Pavel Machek wrote:
This means ONLY SOME metadata (or no metadata) is flushed and
then all metadata updates are stopped. User/kernel writes
to already allocated file pages WILL go to a frozen disk.
That's the difference here. They do write file data, and thus avoid
...and they _still_ provide auto-thaw.
One of the hardest things to make people understand is that
stopping file data writes in the filesystem during a freeze
is not just dangerous, it is also __worthless__ unless you
have a complete "user environment freeze" mechanism.
In a real 24/7 environment, the DB and application stack
may be poorly glued together stuff from multiple vendors.
And unless each independent component has a freeze and they
can all be coordinated, the data in the pipeline is never
stable enough to say "if you stop all writes to disk and
take a snapshot, this is the same as an orderly shutdown,
backup, restore, and startup".
If you need to stop applications before a freeze, there
is no reason to implement "stop writing file data to disk".

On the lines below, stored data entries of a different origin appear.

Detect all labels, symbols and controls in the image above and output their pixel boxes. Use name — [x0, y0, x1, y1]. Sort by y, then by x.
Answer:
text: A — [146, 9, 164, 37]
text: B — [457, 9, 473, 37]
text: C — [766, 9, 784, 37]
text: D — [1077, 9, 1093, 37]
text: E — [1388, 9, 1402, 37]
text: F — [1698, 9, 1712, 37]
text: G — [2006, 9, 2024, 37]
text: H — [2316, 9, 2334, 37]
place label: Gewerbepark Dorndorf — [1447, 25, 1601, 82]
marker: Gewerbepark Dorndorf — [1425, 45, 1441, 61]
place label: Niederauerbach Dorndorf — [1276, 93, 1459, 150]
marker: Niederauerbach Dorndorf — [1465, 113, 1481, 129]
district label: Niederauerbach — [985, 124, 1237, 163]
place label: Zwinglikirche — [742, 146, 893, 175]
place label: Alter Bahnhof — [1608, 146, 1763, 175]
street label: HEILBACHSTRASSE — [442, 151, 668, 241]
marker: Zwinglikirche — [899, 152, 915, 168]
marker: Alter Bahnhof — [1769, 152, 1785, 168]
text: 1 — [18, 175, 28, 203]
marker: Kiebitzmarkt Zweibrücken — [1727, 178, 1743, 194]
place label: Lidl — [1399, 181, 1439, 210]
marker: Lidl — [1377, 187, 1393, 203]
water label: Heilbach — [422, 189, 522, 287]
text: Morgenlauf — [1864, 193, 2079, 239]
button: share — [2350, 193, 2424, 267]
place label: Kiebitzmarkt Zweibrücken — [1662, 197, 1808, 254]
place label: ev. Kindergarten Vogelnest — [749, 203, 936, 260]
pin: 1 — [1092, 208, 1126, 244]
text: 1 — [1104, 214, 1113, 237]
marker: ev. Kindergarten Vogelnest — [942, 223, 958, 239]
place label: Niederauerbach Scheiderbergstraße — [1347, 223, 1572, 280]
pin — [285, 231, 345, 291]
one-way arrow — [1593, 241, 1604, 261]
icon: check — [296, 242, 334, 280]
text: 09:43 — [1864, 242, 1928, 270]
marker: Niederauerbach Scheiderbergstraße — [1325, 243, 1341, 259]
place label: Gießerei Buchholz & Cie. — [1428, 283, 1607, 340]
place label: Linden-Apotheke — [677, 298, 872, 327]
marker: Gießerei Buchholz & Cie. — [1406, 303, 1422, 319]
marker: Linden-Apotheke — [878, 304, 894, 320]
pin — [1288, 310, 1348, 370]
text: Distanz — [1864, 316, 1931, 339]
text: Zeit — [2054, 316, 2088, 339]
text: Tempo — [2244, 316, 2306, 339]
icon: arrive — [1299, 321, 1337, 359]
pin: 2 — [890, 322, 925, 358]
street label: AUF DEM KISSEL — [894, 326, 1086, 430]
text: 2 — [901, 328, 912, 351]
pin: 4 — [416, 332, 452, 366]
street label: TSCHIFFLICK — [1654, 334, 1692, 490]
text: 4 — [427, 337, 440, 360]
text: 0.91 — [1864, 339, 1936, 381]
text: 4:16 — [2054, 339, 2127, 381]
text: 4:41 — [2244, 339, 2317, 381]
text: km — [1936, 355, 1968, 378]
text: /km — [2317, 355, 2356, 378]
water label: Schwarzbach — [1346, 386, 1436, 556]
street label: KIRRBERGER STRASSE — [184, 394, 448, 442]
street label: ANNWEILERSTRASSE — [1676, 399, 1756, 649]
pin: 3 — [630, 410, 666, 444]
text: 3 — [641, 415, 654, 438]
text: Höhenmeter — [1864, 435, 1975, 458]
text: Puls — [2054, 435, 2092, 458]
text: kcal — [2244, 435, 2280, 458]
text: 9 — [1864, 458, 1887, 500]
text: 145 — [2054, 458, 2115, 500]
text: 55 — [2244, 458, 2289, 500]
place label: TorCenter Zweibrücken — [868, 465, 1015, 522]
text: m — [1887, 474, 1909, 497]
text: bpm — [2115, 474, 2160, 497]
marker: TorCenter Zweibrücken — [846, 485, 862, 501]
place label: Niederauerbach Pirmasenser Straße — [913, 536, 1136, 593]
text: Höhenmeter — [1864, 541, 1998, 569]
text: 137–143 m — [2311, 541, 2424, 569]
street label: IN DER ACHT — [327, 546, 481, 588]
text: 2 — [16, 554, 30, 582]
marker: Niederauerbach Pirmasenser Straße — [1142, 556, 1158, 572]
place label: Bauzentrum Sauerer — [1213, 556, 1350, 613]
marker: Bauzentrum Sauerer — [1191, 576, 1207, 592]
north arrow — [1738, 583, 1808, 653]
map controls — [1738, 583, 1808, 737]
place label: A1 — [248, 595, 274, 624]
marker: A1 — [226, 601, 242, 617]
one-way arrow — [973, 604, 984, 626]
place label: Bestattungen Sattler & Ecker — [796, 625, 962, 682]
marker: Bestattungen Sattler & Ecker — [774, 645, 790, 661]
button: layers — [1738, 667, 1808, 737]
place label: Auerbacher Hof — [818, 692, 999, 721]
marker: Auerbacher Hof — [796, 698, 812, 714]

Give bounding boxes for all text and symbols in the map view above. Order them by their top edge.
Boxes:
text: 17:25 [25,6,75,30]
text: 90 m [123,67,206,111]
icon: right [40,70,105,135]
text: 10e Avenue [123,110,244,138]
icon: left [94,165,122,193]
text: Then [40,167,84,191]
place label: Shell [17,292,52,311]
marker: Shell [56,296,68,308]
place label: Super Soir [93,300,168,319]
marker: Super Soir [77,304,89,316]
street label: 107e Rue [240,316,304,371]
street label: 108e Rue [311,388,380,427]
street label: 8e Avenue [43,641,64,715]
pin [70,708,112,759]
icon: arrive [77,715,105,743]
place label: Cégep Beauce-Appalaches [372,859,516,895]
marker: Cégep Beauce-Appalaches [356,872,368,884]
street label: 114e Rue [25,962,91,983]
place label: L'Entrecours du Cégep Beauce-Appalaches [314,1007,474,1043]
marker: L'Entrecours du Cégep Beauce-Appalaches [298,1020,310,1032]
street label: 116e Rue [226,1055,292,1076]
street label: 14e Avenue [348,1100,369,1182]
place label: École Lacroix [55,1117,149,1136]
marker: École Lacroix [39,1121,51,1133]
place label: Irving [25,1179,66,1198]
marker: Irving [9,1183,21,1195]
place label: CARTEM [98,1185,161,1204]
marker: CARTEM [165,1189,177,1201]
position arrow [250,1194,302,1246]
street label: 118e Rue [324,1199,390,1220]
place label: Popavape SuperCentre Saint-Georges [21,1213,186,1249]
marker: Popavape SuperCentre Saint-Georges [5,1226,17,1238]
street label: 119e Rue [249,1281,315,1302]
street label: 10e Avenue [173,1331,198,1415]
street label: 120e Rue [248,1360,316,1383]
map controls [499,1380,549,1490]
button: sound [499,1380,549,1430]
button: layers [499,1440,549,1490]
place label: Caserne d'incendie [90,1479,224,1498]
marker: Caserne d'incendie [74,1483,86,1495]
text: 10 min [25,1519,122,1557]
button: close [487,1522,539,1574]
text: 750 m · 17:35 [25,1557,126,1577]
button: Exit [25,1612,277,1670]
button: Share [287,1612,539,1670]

The only real way to make it work (and what the smart apps
do) is to have application "checkpoint" commands so they
can roll-back to a stable point from the snapshot while
allowing new user activity to proceed.
People who don't have checkpoints or some other way to
make their environment stable with a transitioning snapshot
must stop all user activity before snapshotting and have
maintenance windows defined to do that.